§ WORK TO BE COMPLETED: Exact reproduction required: the lines below from the line with "translate:0 -50%; text-align:left" to the line with "display:flex; align-items:center; gap:10px;", both ends included, and no others.

§ DATA RECORDS:
--------------------------------

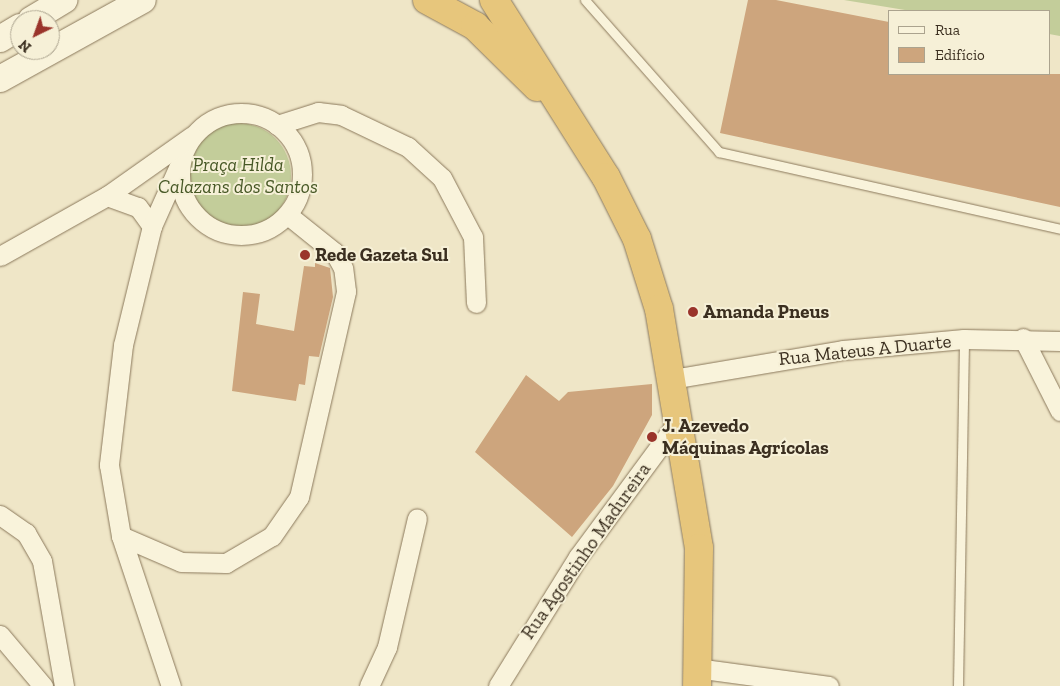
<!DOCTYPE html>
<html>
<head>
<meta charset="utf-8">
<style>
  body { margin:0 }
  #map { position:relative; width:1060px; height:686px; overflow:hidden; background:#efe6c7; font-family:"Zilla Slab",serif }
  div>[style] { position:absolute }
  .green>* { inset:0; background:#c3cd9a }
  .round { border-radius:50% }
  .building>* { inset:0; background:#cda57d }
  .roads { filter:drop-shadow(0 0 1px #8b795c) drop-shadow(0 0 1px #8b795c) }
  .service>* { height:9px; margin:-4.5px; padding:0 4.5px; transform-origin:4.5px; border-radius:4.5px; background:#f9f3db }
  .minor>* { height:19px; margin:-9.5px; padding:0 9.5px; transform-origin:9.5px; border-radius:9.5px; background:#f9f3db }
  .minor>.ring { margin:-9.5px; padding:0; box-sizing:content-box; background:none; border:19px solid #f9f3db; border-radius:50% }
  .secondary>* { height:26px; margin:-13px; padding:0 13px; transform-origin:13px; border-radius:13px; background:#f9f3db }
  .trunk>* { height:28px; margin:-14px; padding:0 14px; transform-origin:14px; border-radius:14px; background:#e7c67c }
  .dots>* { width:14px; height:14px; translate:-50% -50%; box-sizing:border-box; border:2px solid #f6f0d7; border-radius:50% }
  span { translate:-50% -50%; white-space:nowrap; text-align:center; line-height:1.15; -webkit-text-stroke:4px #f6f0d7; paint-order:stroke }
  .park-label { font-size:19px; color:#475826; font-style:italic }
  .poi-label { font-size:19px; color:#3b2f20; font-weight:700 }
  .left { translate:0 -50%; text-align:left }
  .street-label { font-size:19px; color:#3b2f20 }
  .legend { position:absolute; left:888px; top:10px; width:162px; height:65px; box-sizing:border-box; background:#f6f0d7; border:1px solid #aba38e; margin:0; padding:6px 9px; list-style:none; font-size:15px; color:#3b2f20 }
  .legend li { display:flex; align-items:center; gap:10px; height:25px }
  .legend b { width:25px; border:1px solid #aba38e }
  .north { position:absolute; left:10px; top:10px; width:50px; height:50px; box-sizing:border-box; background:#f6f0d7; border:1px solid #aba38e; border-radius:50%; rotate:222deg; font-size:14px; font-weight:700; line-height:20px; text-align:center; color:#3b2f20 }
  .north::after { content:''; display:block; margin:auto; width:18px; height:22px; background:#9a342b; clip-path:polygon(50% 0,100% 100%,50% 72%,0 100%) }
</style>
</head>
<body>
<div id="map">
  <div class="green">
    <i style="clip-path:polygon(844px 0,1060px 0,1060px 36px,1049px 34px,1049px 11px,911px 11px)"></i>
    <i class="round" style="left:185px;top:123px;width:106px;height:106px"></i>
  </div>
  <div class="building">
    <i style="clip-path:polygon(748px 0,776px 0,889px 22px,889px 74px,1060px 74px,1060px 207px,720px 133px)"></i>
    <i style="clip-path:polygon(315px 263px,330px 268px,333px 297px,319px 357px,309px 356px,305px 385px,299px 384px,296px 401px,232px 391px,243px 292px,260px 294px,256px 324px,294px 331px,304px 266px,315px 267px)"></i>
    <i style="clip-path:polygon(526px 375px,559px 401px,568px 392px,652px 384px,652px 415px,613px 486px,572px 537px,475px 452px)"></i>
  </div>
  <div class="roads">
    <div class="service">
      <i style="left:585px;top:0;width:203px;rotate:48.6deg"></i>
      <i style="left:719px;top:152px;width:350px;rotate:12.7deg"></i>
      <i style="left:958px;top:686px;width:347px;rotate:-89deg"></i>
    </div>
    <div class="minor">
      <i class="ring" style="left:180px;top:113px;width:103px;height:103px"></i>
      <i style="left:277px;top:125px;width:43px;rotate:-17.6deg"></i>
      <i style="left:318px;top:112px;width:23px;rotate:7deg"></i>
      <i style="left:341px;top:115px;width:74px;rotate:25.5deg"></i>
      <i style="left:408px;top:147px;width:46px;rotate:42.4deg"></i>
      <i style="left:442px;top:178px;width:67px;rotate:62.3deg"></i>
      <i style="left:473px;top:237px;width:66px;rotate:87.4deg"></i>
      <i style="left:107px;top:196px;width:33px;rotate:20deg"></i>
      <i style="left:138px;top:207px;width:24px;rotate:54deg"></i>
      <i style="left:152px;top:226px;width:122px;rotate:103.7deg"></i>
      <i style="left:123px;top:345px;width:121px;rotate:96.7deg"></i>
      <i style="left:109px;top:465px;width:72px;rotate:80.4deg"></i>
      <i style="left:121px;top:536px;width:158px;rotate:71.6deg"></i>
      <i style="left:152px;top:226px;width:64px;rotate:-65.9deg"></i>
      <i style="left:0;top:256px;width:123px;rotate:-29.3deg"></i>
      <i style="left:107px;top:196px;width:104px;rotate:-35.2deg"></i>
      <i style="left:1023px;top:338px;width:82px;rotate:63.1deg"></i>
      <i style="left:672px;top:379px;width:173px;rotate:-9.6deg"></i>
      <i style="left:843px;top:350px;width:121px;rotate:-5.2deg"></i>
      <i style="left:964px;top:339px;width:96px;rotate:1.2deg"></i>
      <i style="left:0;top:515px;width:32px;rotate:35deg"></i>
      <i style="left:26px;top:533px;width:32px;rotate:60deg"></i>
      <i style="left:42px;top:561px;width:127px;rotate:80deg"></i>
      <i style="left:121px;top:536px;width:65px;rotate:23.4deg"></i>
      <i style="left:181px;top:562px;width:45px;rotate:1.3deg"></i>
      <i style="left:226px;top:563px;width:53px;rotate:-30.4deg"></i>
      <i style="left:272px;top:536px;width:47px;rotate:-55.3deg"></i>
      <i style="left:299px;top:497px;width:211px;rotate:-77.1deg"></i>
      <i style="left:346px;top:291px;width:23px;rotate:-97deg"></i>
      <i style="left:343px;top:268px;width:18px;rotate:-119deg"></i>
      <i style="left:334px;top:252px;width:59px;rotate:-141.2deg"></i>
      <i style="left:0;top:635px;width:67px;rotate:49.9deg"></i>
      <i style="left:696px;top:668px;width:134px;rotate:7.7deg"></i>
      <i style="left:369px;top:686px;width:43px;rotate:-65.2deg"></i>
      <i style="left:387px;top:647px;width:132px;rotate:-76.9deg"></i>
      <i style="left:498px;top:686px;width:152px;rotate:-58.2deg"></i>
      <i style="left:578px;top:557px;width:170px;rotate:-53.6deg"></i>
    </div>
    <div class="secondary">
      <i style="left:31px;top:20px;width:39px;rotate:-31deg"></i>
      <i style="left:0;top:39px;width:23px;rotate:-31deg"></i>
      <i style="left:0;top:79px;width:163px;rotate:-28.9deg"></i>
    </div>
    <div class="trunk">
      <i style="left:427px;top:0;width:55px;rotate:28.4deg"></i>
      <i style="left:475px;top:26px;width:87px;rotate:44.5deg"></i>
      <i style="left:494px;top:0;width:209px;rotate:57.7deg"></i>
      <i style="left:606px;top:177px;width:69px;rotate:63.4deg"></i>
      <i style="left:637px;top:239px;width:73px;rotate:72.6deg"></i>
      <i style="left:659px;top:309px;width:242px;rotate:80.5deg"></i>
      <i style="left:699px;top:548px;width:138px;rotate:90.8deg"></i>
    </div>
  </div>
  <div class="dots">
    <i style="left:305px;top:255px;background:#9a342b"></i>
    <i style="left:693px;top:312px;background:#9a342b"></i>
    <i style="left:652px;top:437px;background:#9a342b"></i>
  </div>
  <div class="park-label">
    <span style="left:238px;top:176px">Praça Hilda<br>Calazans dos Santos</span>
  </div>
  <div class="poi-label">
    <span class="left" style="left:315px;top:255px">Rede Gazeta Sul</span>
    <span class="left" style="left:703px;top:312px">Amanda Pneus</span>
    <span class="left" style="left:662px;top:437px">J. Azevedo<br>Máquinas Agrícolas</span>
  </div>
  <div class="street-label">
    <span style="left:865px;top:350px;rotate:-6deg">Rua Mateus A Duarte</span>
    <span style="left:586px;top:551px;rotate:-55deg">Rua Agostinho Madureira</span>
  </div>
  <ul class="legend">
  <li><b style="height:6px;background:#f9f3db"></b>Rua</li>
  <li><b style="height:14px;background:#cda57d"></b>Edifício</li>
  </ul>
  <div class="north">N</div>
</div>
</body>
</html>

--------------------------------

§ SOLUTION FOR THIS EXERCISE:
  .left { translate:0 -50%; text-align:left }
  .street-label { font-size:19px; color:#3b2f20 }
  .legend { position:absolute; left:888px; top:10px; width:162px; height:65px; box-sizing:border-box; background:#f6f0d7; border:1px solid #aba38e; margin:0; padding:6px 9px; list-style:none; font-size:15px; color:#3b2f20 }
  .legend li { display:flex; align-items:center; gap:10px; height:25px }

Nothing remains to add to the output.